Tetratheca thymifolia

Distribution Map
Family: Tremandraceae
Distribution: Open forests and woodlands of eastern New South Wales and southern Queensland.
Common Name: Black-eyed Susan.
Derivation of Name: Tetratheca...meaning "with four cases", referring to the pollen sacs
thymifolia....leaves like the culinary herb, thyme
Conservation Status: Not considered to be at risk in the wild.

General Description:

Tetratheca is a genus of about 20 species, which are small shrubs less than half a metre in height. They are endemic to Australia and found in all states. The flowers and habits of many of the species look superficially quite similar and they can be difficult to identify (at the species level) for the non-botanist. All species usually have pink to mauve flowers with a dark centre, although white forms are known. The flower colours have given rise to the name "black-eyed Susan" which is also the common name of the unrelated exotic plant Thunbergia alata, a serious weed in some areas.

Tetratheca thymifolia

Tetratheca thymifolia
Tetratheca thymifolia is an excellent plant for growing in a container
Photos: Brian Walters

Tetratheca thymifolia is reasonably common in cultivation. It is a small shrub to about 50 cm in height with many erect branches. The leaves occur in rings of three to five, are hairy on the upper surface and about 10 mm long. The mauve flowers occur singly on long, thin peduncles (stalks) from the leaf axils and, like other members of the genus, hang like bells. The flowers have 4 petals and 8 stamens. White flowered forms of T.thymifolia are not uncommon and flowering time is late winter through spring.
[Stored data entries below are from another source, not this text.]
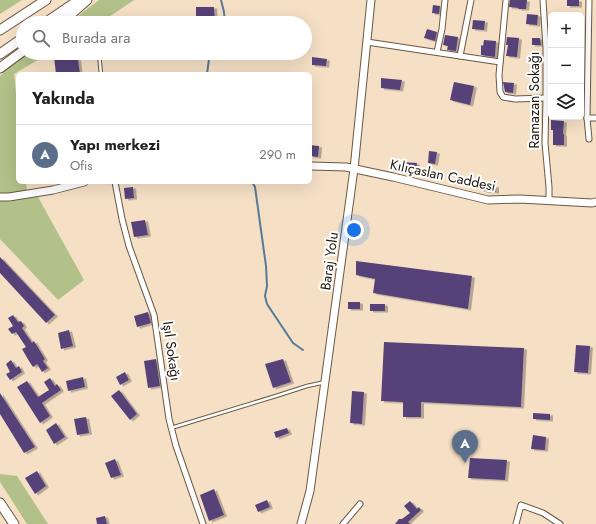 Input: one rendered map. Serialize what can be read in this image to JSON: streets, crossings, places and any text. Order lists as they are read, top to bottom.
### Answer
{
  "streets": {
    "street": [
      "Ramazan Sokağı",
      "Kılıçaslan Caddesi",
      "Baraj Yolu",
      "Işıl Sokağı"
    ]
  },
  "crossings": [
    ["Ramazan Sokağı", "Kılıçaslan Caddesi"],
    ["Kılıçaslan Caddesi", "Baraj Yolu"]
  ],
  "page": {
    "map_buttons": ["+", "−"],
    "search": "Burada ara",
    "heading": "Yakında",
    "list": [
      {
        "mark": "A",
        "name": "Yapı merkezi",
        "note": "Ofis",
        "value": "290 m"
      }
    ],
    "pins": "A"
  }
} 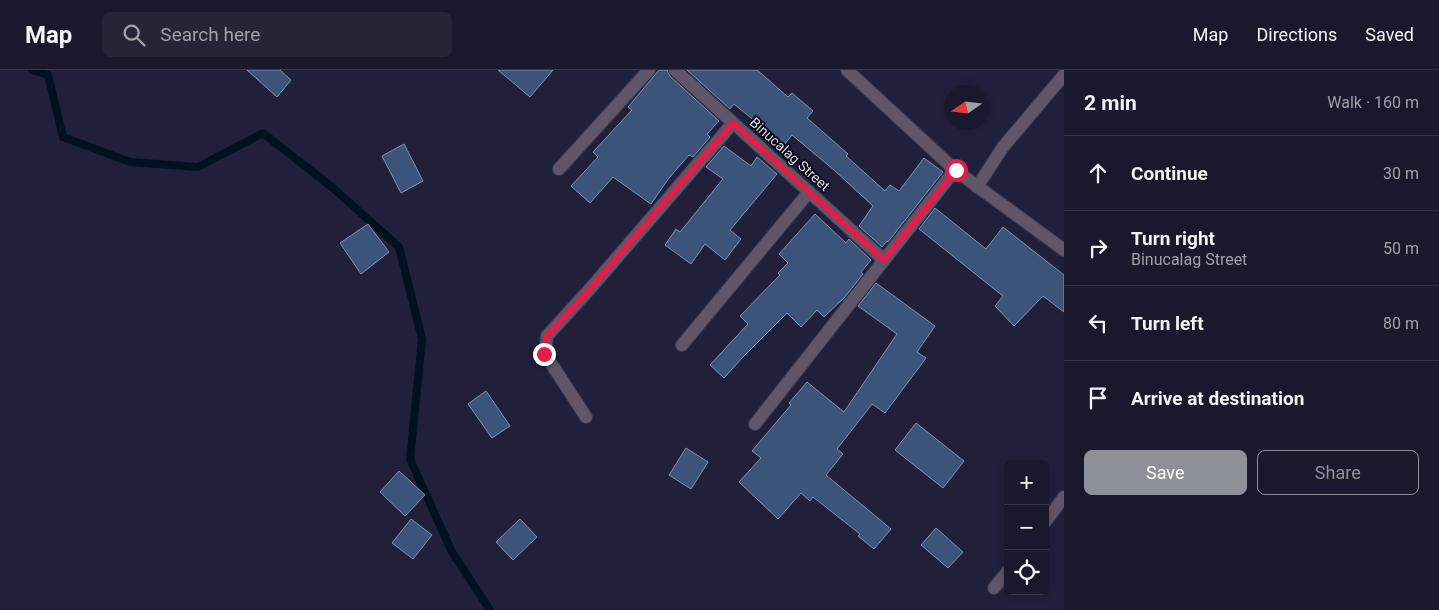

T.thymifolia is probably one of the most adaptable members of the genus. It can be grown in a well drained position in the garden, preferably with some shelter from the direct summer sun and with assured moisture. It also make an excellent plant for an outdoor container.

Propagation can be carried out from seed but this is rarely available. Cuttings of hardened, current season's growth usually strike fairly readily. The use of a root-promoting hormone seems advantageous.